I showed him my compass and pointed to the needle. ‘There.’
The soldier removed his beret and ran a hand through the top of his short back and sides. ‘Only one thing that way,’ he said, a note of consternation in his voice, ‘and that’s the Castle.’
‘What’s that?’
‘That’s where the souls that end up here go. It’s the landing area for anyone sent to this godforsaken place. A prison for sinners.’
‘Gotcha. So what about you then? How come you’re wandering around out here, free as a bird?’
‘I was a prisoner too until a few years back, when I managed to break
out. How about you? You don’t look like you’re from around here... and you can take that as a compliment.’
‘Just a visitor,’ I replied with a chuckle. ‘Booked a two-way trip.’
‘You’re joking?’
‘Nope.’ I patted my inside pocket. ‘Got a ticket to ride.’
‘More like a screw loose!’ he bleated. ‘Take my advice and get out of here while the going’s good, feller. I don’t know what brought you here, but nothing’s worth this.’
‘I’m starting to think the same, mate, but I can’t. I’m on the clock, see.’
Dizzy shook his head in commiseration. ‘Then let me help you. You saved my bacon back there. If you hadn’t shown up, I’d be a goner for sure. I owe you for that.’
‘What are you saying?’
He sighed. ‘I’m saying I’ll show you the way to the Castle.’
It's one thing knowing where the top of the mountain is, but it's another thing getting there.
I’d need more than a fancy compass to get to the Castle, Dizzy explained. It was a long trek to get there, and the route to the Castle was anything but straightforward. There were blockades to contend with, streets clogged by fallen buildings, and absolutely nothing by way of transport
And then there were the natives.
‘Keep your head on a swivel, old boy,’ said Dizzy. ‘We’re not alone out here.’

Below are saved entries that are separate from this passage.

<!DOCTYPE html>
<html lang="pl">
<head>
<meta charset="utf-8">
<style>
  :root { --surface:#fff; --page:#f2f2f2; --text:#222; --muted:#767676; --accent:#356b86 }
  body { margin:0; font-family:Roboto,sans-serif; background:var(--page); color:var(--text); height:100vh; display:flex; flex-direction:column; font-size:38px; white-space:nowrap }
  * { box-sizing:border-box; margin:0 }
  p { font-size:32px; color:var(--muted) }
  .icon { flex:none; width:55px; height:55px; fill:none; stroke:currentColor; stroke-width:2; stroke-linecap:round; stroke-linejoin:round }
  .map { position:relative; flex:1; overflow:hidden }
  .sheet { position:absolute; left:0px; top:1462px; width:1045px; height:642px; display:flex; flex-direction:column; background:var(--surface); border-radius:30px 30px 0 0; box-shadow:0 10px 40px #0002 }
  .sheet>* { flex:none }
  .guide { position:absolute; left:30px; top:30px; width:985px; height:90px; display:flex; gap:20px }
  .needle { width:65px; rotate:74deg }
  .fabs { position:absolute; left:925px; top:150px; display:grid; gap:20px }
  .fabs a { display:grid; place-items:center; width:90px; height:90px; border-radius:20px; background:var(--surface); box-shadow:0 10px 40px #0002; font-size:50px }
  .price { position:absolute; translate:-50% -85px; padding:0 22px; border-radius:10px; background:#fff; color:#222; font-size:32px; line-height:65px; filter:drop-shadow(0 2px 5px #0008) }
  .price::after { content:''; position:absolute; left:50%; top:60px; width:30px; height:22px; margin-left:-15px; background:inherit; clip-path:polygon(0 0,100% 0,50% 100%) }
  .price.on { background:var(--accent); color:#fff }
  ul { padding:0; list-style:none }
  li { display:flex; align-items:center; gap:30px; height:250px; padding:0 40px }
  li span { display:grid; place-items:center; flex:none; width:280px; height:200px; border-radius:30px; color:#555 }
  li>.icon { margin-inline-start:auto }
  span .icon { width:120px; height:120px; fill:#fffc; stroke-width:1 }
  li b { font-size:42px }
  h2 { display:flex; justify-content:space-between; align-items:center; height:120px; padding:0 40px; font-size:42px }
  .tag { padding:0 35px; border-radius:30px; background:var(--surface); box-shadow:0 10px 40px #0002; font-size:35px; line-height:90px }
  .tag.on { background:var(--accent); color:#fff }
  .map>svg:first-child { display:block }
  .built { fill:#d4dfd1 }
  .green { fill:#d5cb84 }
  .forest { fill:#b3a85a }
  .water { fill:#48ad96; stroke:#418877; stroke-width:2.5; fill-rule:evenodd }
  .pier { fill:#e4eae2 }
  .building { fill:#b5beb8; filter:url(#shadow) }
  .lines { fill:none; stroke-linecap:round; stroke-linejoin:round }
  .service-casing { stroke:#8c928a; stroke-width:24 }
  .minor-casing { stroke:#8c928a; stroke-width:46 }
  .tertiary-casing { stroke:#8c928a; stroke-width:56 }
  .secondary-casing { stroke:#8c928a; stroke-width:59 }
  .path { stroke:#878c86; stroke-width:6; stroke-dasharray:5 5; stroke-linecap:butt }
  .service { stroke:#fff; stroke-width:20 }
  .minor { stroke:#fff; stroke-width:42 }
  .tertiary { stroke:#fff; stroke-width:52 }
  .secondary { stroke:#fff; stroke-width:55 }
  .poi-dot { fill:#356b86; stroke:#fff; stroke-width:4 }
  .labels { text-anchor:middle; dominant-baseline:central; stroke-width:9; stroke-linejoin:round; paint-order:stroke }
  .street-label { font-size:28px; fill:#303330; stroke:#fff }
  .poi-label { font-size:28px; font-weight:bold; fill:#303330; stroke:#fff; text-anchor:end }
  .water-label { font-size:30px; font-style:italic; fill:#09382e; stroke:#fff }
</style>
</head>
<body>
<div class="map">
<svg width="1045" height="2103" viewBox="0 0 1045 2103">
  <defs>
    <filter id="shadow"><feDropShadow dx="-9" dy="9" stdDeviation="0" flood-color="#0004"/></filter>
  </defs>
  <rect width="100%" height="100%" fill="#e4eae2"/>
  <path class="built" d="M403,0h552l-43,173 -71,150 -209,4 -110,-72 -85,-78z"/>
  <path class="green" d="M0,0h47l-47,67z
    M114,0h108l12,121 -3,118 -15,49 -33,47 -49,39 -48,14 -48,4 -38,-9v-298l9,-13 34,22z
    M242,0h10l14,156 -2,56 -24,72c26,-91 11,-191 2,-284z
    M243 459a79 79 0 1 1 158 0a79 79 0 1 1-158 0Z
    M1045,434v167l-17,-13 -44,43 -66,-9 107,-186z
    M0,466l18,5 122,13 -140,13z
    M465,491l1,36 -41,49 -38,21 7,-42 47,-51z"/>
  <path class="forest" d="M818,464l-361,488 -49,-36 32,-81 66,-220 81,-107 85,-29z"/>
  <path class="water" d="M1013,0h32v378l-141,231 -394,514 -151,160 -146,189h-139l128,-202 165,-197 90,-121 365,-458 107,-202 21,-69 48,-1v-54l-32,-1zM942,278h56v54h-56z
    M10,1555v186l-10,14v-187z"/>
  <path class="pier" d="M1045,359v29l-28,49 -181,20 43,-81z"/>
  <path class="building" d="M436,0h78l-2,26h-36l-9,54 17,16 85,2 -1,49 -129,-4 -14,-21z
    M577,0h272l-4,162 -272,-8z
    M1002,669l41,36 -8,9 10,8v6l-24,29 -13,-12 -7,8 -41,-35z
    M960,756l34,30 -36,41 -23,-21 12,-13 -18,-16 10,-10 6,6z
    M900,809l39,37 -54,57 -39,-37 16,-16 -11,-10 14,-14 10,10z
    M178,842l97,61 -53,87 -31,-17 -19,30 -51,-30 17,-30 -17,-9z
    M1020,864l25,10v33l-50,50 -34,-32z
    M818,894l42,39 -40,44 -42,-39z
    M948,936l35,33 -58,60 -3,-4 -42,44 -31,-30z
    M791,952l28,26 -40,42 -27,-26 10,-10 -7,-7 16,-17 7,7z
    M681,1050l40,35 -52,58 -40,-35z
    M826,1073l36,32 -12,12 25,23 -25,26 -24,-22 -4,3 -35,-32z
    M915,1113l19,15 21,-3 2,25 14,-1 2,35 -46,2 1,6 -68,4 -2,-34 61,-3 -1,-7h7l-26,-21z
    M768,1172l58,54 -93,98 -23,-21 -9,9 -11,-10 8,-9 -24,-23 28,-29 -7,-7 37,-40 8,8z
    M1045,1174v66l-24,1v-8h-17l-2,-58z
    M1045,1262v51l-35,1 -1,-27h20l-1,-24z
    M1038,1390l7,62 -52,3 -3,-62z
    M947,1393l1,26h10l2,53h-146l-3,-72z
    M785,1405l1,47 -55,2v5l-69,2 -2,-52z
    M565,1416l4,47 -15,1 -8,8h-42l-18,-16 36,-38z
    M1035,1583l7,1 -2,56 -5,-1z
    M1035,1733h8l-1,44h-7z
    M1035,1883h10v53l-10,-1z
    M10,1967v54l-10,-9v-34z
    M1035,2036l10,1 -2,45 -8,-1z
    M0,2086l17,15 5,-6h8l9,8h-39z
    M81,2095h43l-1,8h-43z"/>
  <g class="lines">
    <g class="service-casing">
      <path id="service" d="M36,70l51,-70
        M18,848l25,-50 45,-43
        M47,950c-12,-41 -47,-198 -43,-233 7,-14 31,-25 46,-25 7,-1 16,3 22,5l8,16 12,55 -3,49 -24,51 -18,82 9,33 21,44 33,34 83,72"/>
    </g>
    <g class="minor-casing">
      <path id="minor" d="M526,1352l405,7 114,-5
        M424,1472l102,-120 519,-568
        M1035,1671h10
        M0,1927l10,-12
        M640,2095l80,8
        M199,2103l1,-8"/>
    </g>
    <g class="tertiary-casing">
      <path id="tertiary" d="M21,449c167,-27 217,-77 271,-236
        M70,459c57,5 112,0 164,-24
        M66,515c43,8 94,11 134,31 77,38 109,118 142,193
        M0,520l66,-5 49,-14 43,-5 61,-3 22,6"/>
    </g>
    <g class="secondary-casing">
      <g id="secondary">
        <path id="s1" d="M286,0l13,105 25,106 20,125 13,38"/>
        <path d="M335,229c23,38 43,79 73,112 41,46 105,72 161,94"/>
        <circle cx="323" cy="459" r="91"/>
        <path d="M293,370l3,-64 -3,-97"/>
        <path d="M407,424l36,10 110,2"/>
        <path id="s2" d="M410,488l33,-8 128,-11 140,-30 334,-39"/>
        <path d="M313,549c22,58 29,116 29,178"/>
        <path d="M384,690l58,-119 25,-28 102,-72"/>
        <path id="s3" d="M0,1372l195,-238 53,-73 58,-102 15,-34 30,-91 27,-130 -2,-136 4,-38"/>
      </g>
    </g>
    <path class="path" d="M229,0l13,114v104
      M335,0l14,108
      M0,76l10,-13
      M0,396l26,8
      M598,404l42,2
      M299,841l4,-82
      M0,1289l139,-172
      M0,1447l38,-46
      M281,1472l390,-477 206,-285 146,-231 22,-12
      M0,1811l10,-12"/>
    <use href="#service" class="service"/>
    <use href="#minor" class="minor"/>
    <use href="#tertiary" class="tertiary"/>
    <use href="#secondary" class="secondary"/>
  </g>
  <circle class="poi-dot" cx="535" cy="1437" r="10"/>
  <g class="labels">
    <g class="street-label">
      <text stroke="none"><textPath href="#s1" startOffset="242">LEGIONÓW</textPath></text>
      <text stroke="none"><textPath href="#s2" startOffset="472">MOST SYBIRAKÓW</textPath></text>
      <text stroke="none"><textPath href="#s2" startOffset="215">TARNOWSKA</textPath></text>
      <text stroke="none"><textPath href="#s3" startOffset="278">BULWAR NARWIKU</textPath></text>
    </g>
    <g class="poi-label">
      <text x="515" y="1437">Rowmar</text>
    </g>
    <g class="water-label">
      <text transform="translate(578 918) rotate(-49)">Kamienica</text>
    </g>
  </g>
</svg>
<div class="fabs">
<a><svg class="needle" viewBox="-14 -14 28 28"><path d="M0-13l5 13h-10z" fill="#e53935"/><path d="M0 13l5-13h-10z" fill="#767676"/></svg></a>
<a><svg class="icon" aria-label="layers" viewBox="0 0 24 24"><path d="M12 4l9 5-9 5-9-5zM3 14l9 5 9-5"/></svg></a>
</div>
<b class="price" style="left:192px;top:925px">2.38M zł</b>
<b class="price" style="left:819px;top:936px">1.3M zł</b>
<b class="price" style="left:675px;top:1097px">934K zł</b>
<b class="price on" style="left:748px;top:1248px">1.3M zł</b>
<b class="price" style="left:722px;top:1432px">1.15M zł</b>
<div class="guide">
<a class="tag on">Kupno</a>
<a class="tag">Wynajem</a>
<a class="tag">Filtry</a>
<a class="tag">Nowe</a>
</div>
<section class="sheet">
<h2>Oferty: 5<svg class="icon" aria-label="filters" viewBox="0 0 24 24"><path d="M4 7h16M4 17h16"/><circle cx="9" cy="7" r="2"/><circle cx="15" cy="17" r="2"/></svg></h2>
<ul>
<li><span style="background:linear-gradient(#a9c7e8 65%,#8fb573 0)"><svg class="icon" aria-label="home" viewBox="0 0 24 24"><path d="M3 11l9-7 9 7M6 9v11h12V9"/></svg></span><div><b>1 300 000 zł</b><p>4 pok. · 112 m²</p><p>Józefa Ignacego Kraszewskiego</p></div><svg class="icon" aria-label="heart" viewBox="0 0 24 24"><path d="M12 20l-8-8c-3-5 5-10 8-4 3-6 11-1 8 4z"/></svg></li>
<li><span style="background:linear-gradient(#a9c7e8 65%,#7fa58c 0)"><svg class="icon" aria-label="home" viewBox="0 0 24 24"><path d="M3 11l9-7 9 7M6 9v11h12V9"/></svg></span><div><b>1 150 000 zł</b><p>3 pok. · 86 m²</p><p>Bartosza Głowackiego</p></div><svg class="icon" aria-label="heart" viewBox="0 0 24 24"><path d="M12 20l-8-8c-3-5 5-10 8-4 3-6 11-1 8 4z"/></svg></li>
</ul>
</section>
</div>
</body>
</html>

We’d need to maintain a low profile, my guide explained. He wasn’t the only soul to have escaped the Castle. There were others on the loose too.
‘The South Souls, they call themselves. Lawbreakers who’ve banded together and become roving outlaws, living it up in Hell.’
‘And what about the other ones?’ I asked, recalling the group of hooded figures watching us from the horizon. ‘The Eyes, you called them.’
‘The Devil’s footmen,’ Dizzy explained. ‘They scour the wastes looking for runaways, hunting down anyone who escaped the Castle.’
‘And what do they do when they catch them?’ I asked. ‘I’m gonna take a wild stab in the dark and say it’s nothing good, right?’